Dataset entries
Content starts
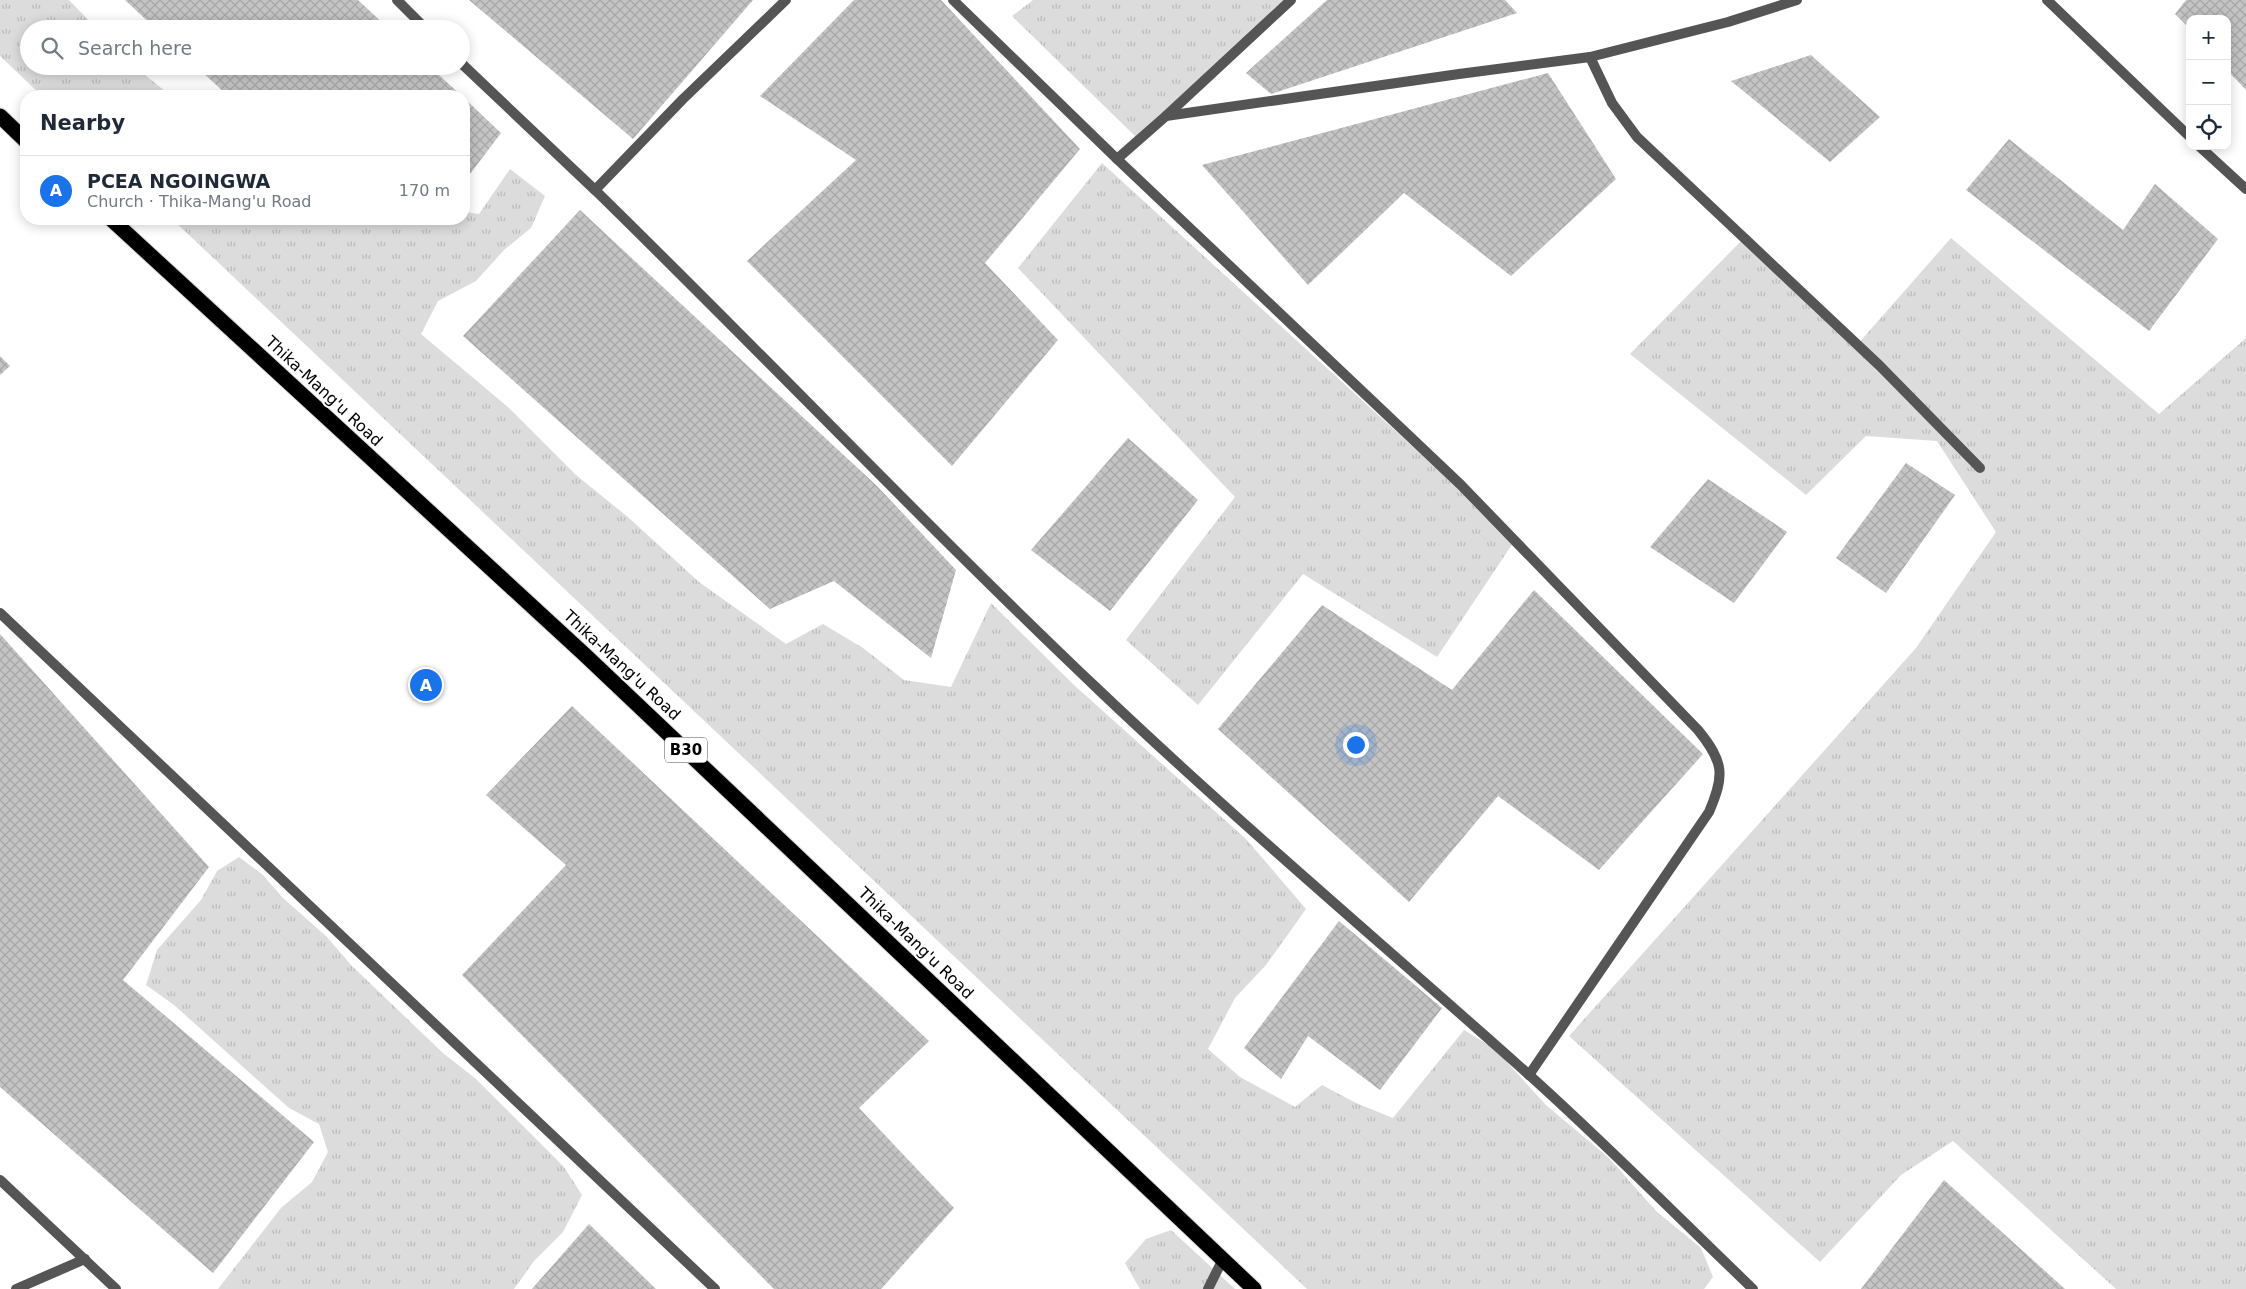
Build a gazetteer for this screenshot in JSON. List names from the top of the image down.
{
  "streets": {
    "highway": ["Thika-Mang'u Road", "B30"]
  },
  "page": {
    "map_buttons": ["+", "−"],
    "search": "Search here",
    "heading": "Nearby",
    "list": [
      {
        "mark": "A",
        "name": "PCEA NGOINGWA",
        "note": "Church · Thika-Mang'u Road",
        "value": "170 m"
      }
    ],
    "pins": "A"
  }
}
Content ends
#### What is being asked:
Pictures aside, give the data again exactly as it appears.

#### Task result:
Build a gazetteer for this screenshot in JSON. List names from the top of the image down.
{
  "streets": {
    "highway": ["Thika-Mang'u Road", "B30"]
  },
  "page": {
    "map_buttons": ["+", "−"],
    "search": "Search here",
    "heading": "Nearby",
    "list": [
      {
        "mark": "A",
        "name": "PCEA NGOINGWA",
        "note": "Church · Thika-Mang'u Road",
        "value": "170 m"
      }
    ],
    "pins": "A"
  }
}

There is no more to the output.